In direct collaboration with NVIDIA, ASUS has announced the world's first 500 Hz G-Sync enabled gaming display during Computex 2022. The latest ROG Swift 24.1-inch display will feature a 500 Hz panel with a 1080p resolution and comes loaded with features such as NVIDA's Reflex Analyzer and a new vibrance mode.

Designed more the fast-paced eSports titles such as Counter-Strike: Global Offensive, Valorant, Overwatch, and titles like these, the latest monitor from ASUS's premium ROG Swift range now features an impressive 500 Hz E-TN display. Not to be confused with the standard TN panels, ASUS uses its new "eSport TN" technology, which ASUS claims offers 60% better response times.

In the above video embedded, ASUS and NVIDIA give a small demonstration of the benefits of moving to 500 Hz from 240 and 144 Hz. It tests things such as animation smoothness, ghosting, and system latency.

The ASUS ROG Swift 500Hz uses a 24.1-inch panel with a 1080p resolution.
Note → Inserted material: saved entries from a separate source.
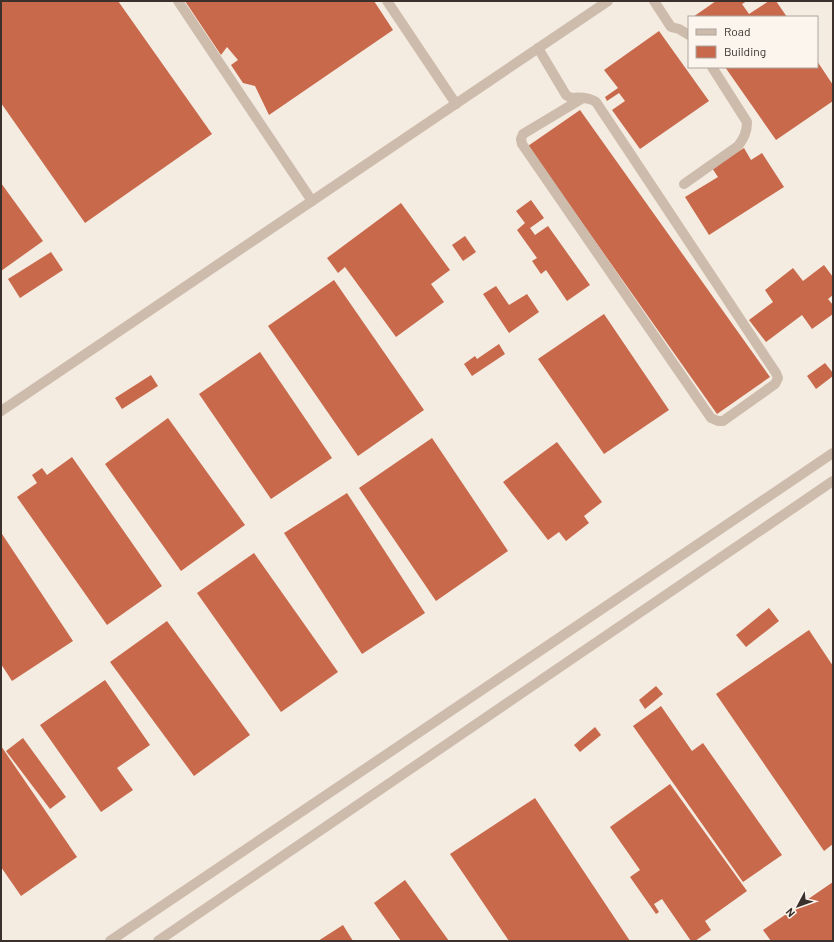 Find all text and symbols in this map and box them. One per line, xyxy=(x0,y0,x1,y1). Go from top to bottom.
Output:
legend xyxy=(688,16,818,68)
text: Road xyxy=(724,24,751,38)
text: Building xyxy=(724,44,766,58)
north arrow xyxy=(778,886,818,926)
text: N xyxy=(783,906,797,920) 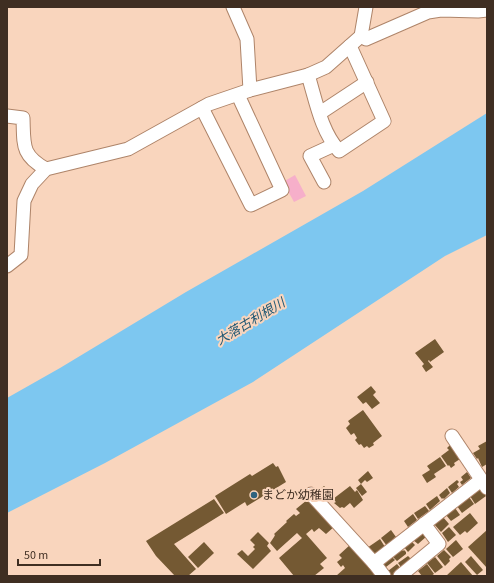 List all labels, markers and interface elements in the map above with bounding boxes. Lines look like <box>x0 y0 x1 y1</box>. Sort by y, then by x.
water label: 大落古利根川 <box>212 293 290 350</box>
place label: まどか幼稚園 <box>262 487 334 504</box>
marker: まどか幼稚園 <box>249 490 259 500</box>
scale bar <box>18 541 100 567</box>
text: 50 m <box>24 547 48 564</box> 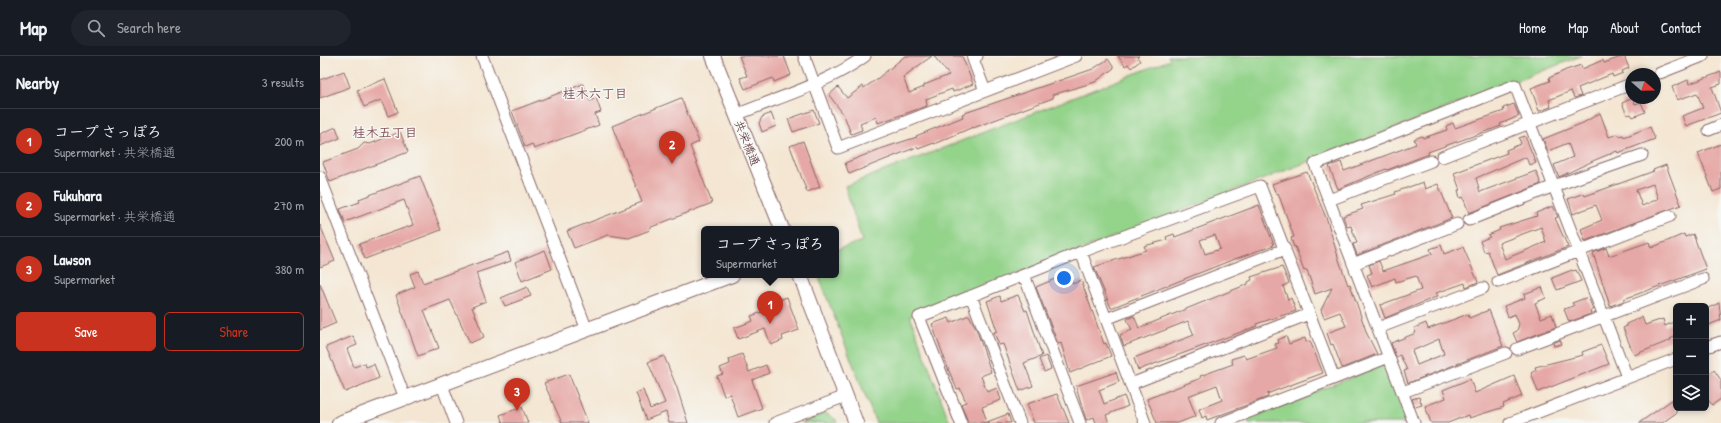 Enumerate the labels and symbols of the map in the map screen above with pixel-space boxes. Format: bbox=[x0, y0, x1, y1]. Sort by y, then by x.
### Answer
north arrow bbox=[1625, 68, 1661, 104]
district label: 桂木六丁目 bbox=[562, 84, 628, 102]
street label: 共栄橋通 bbox=[731, 117, 764, 168]
district label: 桂木五丁目 bbox=[352, 123, 418, 141]
pin: 2 bbox=[659, 131, 685, 164]
your location bbox=[1054, 268, 1074, 288]
pin: 1 bbox=[757, 291, 783, 324]
pin: 3 bbox=[504, 378, 530, 411] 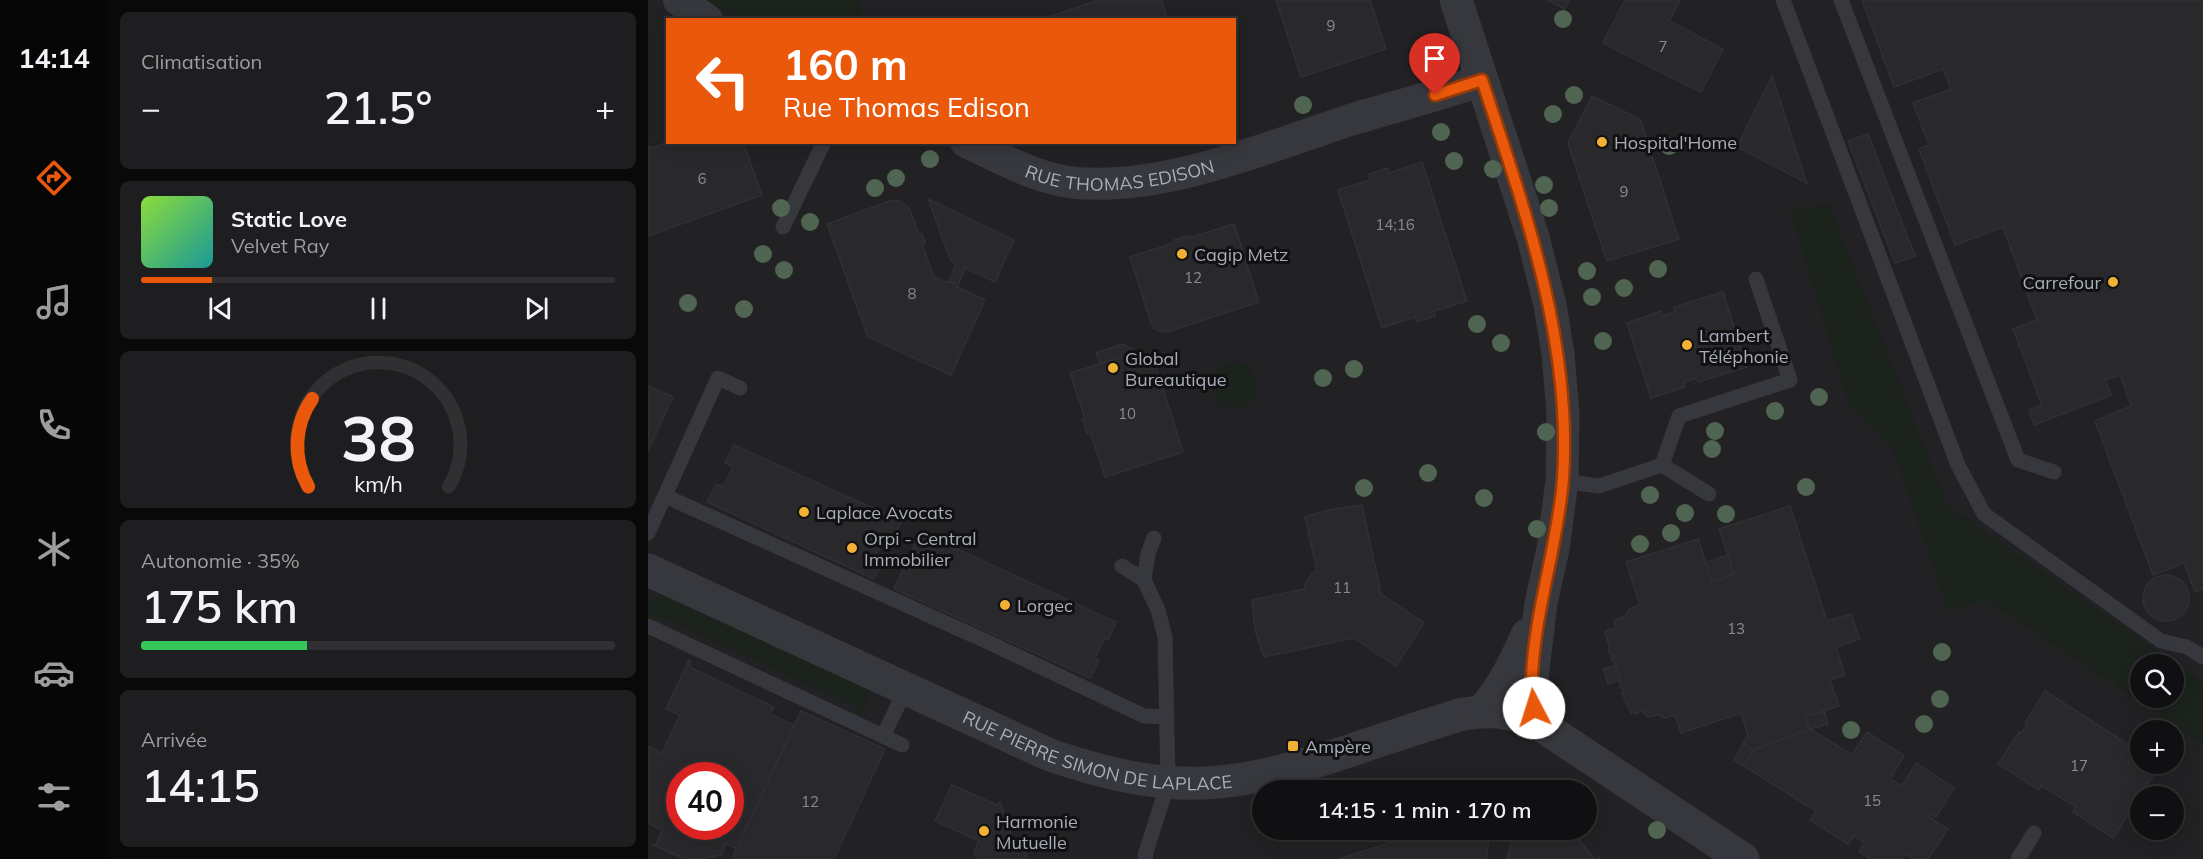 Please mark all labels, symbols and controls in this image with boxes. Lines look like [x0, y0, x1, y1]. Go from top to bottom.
house number: 9 [1326, 16, 1336, 35]
pin [1409, 33, 1460, 95]
house number: 7 [1658, 37, 1668, 56]
text: 160 m [783, 38, 908, 91]
text: 14:14 [18, 41, 90, 75]
icon: left [684, 42, 762, 120]
icon: arrive [1418, 42, 1451, 75]
text: Climatisation [141, 49, 262, 74]
text: 21.5° [324, 79, 432, 135]
text: − [141, 87, 161, 128]
text: + [595, 87, 615, 128]
text: Rue Thomas Edison [783, 90, 1030, 124]
place label: Hospital'Home [1614, 131, 1737, 154]
marker: Hospital'Home [1595, 135, 1609, 149]
street label: RUE THOMAS EDISON [1022, 154, 1217, 195]
icon: directions [33, 157, 75, 199]
house number: 6 [697, 169, 707, 188]
house number: 9 [1619, 182, 1629, 201]
text: Static Love [231, 205, 347, 233]
house number: 14;16 [1375, 215, 1415, 234]
text: Velvet Ray [231, 233, 329, 258]
place label: Cagip Metz [1194, 243, 1288, 266]
marker: Cagip Metz [1175, 247, 1189, 261]
house number: 12 [1184, 268, 1202, 287]
place label: Carrefour [2022, 271, 2101, 294]
marker: Carrefour [2106, 275, 2120, 289]
icon: music [33, 281, 75, 323]
house number: 8 [907, 284, 917, 303]
icon: previous [204, 292, 237, 325]
icon: pause [362, 292, 395, 325]
icon: next [520, 292, 553, 325]
place label: Lambert Téléphonie [1699, 324, 1789, 368]
marker: Lambert Téléphonie [1680, 338, 1694, 352]
place label: Global Bureautique [1125, 347, 1227, 391]
marker: Global Bureautique [1106, 361, 1120, 375]
text: 38 [341, 398, 415, 477]
icon: phone [33, 404, 75, 446]
house number: 10 [1118, 404, 1136, 423]
text: km/h [354, 470, 402, 497]
place label: Laplace Avocats [816, 501, 953, 524]
marker: Laplace Avocats [797, 505, 811, 519]
place label: Orpi - Central Immobilier [864, 527, 976, 571]
icon: climate [33, 528, 75, 570]
marker: Orpi - Central Immobilier [845, 541, 859, 555]
text: Autonomie · 35% [141, 548, 300, 573]
text: 175 km [141, 578, 298, 634]
house number: 11 [1333, 578, 1351, 597]
place label: Lorgec [1017, 594, 1073, 617]
marker: Lorgec [998, 598, 1012, 612]
house number: 13 [1727, 619, 1745, 638]
icon: car [33, 652, 75, 694]
map controls [2130, 654, 2184, 840]
button: search [2130, 654, 2184, 708]
position arrow [1502, 676, 1566, 740]
street label: RUE PIERRE SIMON DE LAPLACE [959, 705, 1233, 795]
button: + [2130, 720, 2184, 774]
text: Arrivée [141, 727, 207, 752]
place label: Ampère [1305, 735, 1371, 758]
marker: Ampère [1286, 739, 1300, 753]
house number: 17 [2070, 756, 2088, 775]
text: 14:15 [141, 757, 260, 813]
speed limit sign: 40 [666, 762, 744, 840]
icon: filters [33, 776, 75, 818]
button: − [2130, 786, 2184, 840]
house number: 15 [1863, 791, 1881, 810]
house number: 12 [801, 792, 819, 811]
text: 14:15 · 1 min · 170 m [1317, 796, 1532, 824]
place label: Harmonie Mutuelle [996, 810, 1078, 854]
marker: Harmonie Mutuelle [977, 824, 991, 838] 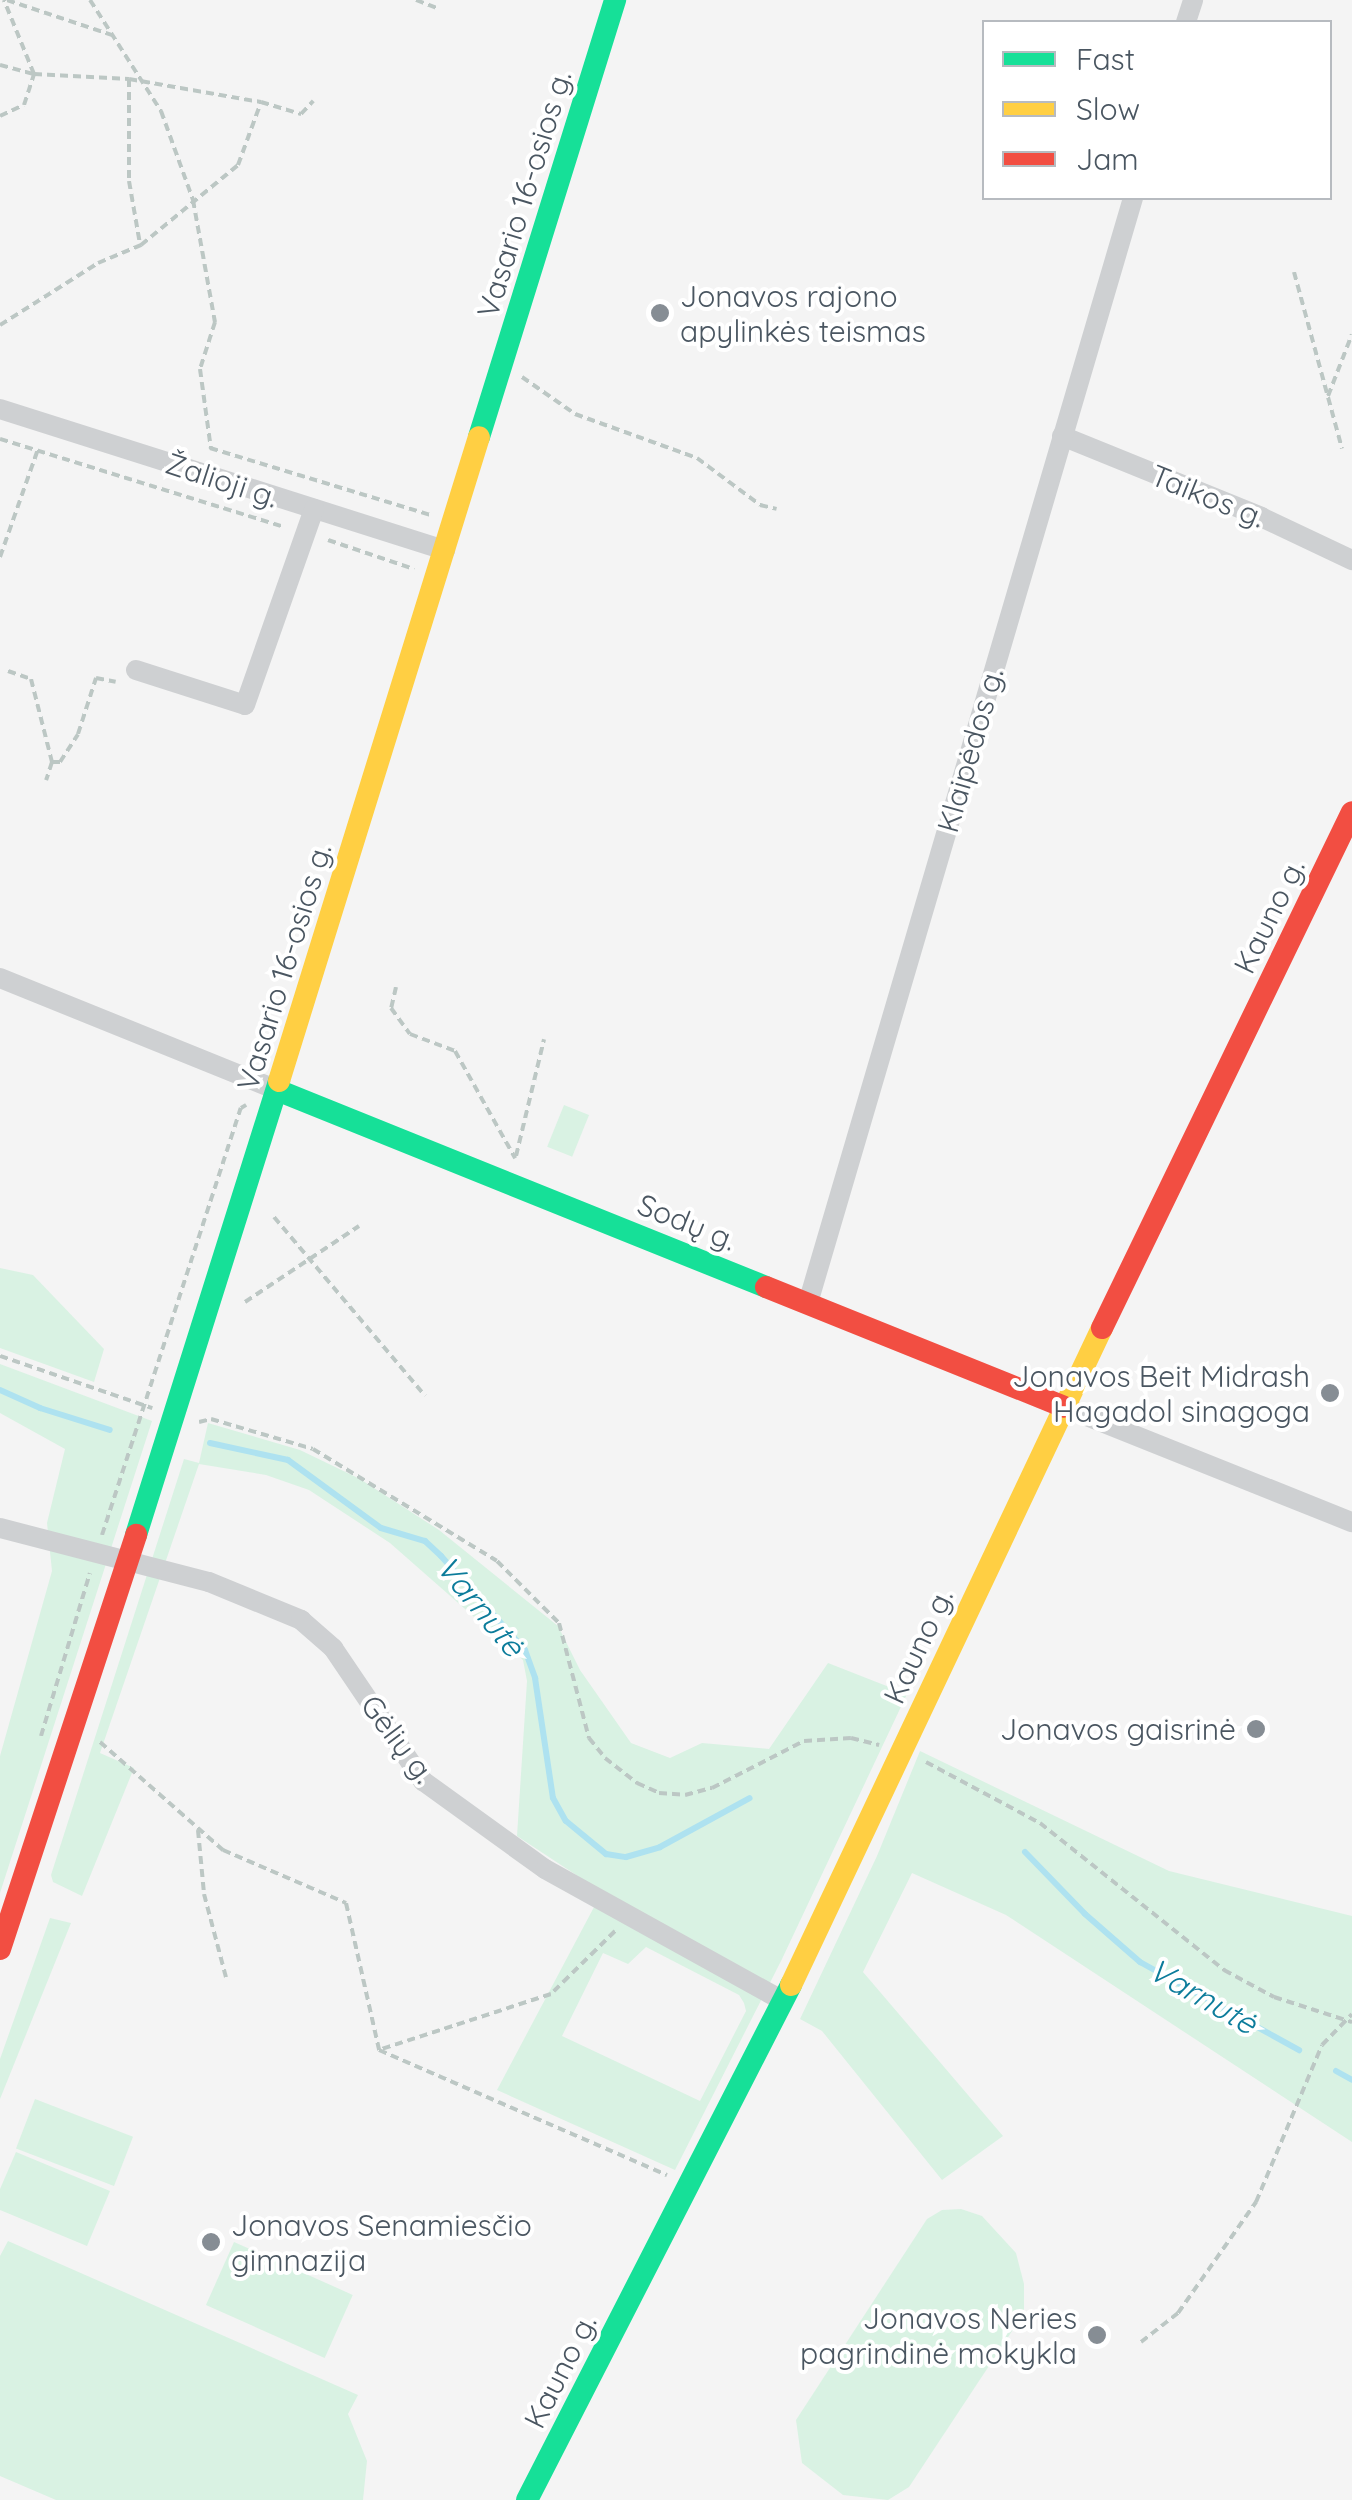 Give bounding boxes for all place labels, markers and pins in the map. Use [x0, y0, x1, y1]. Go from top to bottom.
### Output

It also benefits from NVIDIA G-Sync and NVIDIA's Reflex Analyzer, which is designed to detect system latency, measure mouse clicks when using an NVIDIA Reflex certified gaming mouse, and to measure the time for the resulting pixels to change on the screen.

ASUS also includes a new enhanced vibrance mode, which is specifically tuned for eSports and is built into the monitor's firmware. ASUS claims this allows light to travel through the LCD crystals for better color vibrancy.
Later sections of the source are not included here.